◆ **YOUR ASSIGNMENT**
Word-for-word reproduction, images excluded: copy every entry below.
Start of SUPPLIED MATERIAL
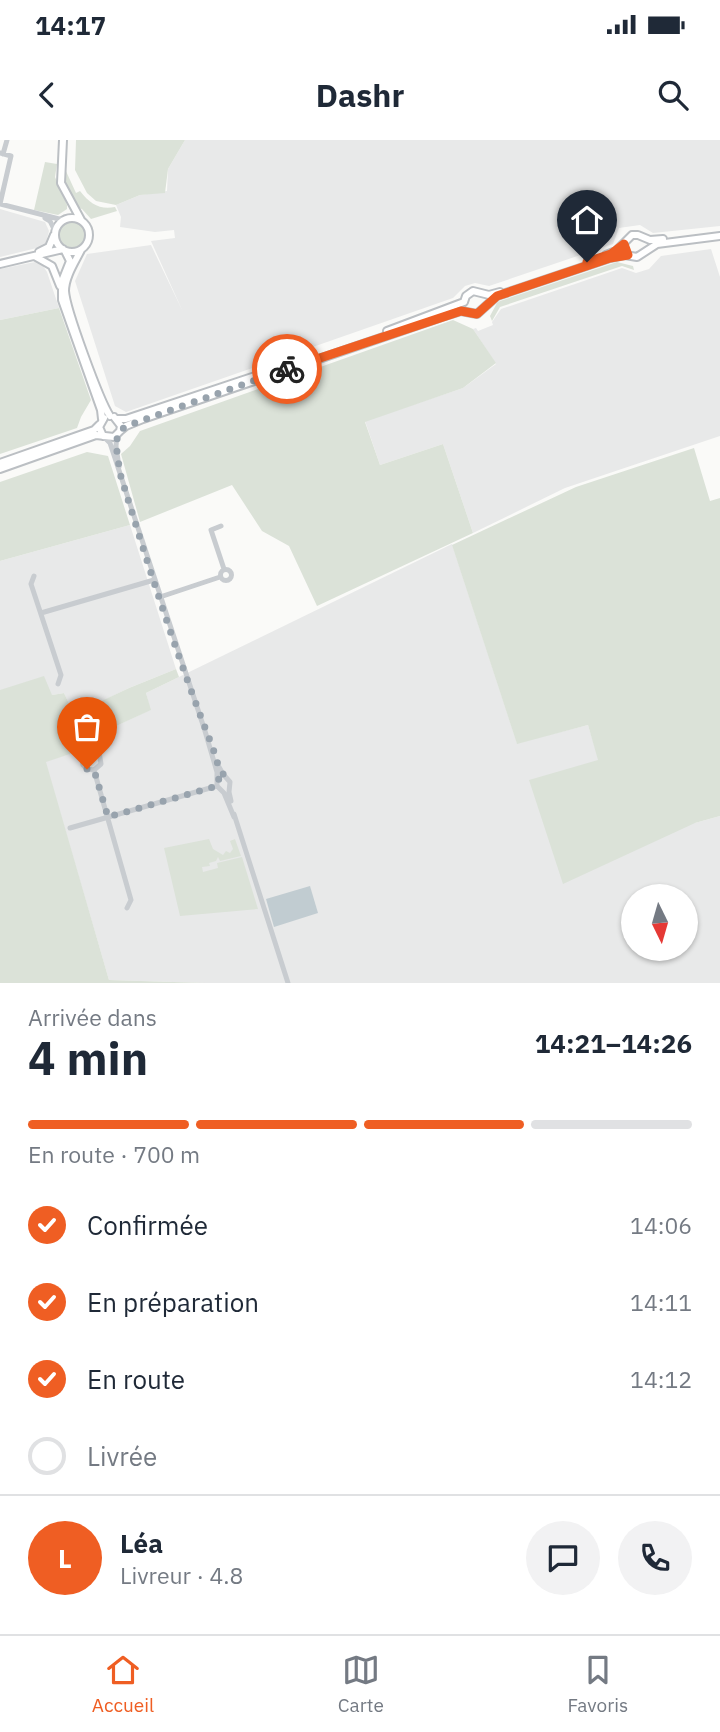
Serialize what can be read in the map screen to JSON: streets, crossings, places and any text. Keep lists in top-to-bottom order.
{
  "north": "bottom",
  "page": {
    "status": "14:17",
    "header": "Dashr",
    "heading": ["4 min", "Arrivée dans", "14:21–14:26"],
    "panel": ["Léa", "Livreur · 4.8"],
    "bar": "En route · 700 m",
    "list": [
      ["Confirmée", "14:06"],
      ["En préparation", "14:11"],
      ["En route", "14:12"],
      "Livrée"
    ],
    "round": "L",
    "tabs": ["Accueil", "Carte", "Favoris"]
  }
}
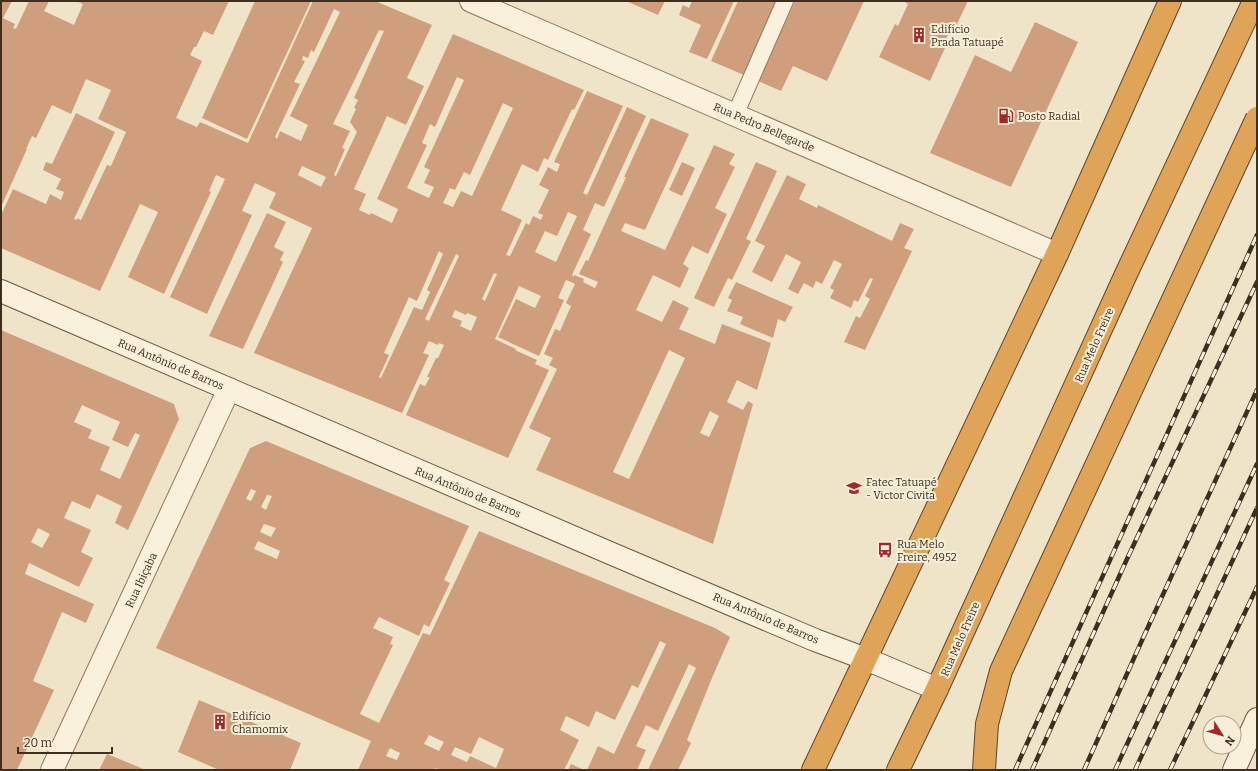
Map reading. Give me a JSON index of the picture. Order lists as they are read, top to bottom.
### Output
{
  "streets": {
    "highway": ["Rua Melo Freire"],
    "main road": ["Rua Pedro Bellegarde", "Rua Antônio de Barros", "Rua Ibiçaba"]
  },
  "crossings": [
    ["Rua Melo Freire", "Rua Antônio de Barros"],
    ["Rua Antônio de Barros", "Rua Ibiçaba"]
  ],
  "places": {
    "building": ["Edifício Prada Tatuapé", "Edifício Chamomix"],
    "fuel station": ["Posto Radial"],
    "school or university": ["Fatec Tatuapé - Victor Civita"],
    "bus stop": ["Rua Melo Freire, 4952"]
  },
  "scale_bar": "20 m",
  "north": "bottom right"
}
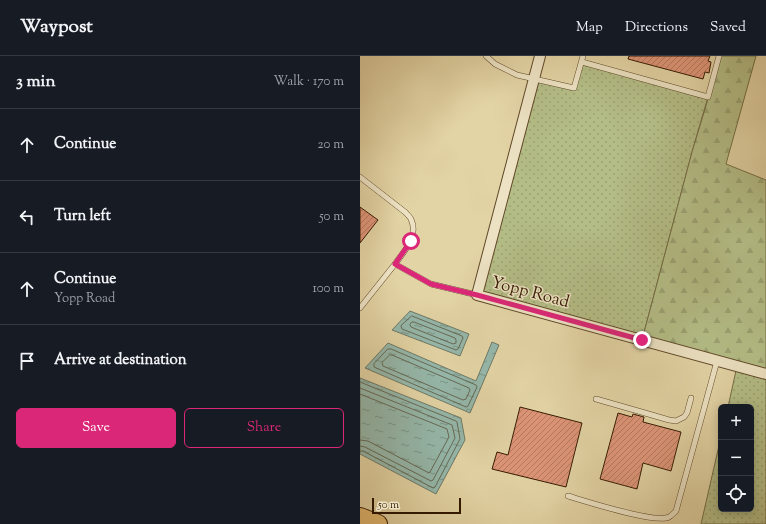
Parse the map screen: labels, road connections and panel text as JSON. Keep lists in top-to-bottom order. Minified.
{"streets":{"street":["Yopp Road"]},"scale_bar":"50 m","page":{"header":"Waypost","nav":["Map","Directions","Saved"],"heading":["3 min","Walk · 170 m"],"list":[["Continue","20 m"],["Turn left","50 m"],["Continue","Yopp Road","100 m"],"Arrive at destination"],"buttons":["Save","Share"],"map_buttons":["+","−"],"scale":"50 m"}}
End of SUPPLIED MATERIAL
◆ **EXERCISE OUTPUT**
Serialize what can be read in the map screen to JSON: streets, crossings, places and any text. Keep lists in top-to-bottom order.
{
  "north": "bottom",
  "page": {
    "status": "14:17",
    "header": "Dashr",
    "heading": ["4 min", "Arrivée dans", "14:21–14:26"],
    "panel": ["Léa", "Livreur · 4.8"],
    "bar": "En route · 700 m",
    "list": [
      ["Confirmée", "14:06"],
      ["En préparation", "14:11"],
      ["En route", "14:12"],
      "Livrée"
    ],
    "round": "L",
    "tabs": ["Accueil", "Carte", "Favoris"]
  }
}
Map reading. Give me a JSON index of the picture. Order lists as they are read, top to bottom.
### Output
{
  "streets": {
    "highway": ["Rua Melo Freire"],
    "main road": ["Rua Pedro Bellegarde", "Rua Antônio de Barros", "Rua Ibiçaba"]
  },
  "crossings": [
    ["Rua Melo Freire", "Rua Antônio de Barros"],
    ["Rua Antônio de Barros", "Rua Ibiçaba"]
  ],
  "places": {
    "building": ["Edifício Prada Tatuapé", "Edifício Chamomix"],
    "fuel station": ["Posto Radial"],
    "school or university": ["Fatec Tatuapé - Victor Civita"],
    "bus stop": ["Rua Melo Freire, 4952"]
  },
  "scale_bar": "20 m",
  "north": "bottom right"
}
Parse the map screen: labels, road connections and panel text as JSON. Keep lists in top-to-bottom order. Minified.
{"streets":{"street":["Yopp Road"]},"scale_bar":"50 m","page":{"header":"Waypost","nav":["Map","Directions","Saved"],"heading":["3 min","Walk · 170 m"],"list":[["Continue","20 m"],["Turn left","50 m"],["Continue","Yopp Road","100 m"],"Arrive at destination"],"buttons":["Save","Share"],"map_buttons":["+","−"],"scale":"50 m"}}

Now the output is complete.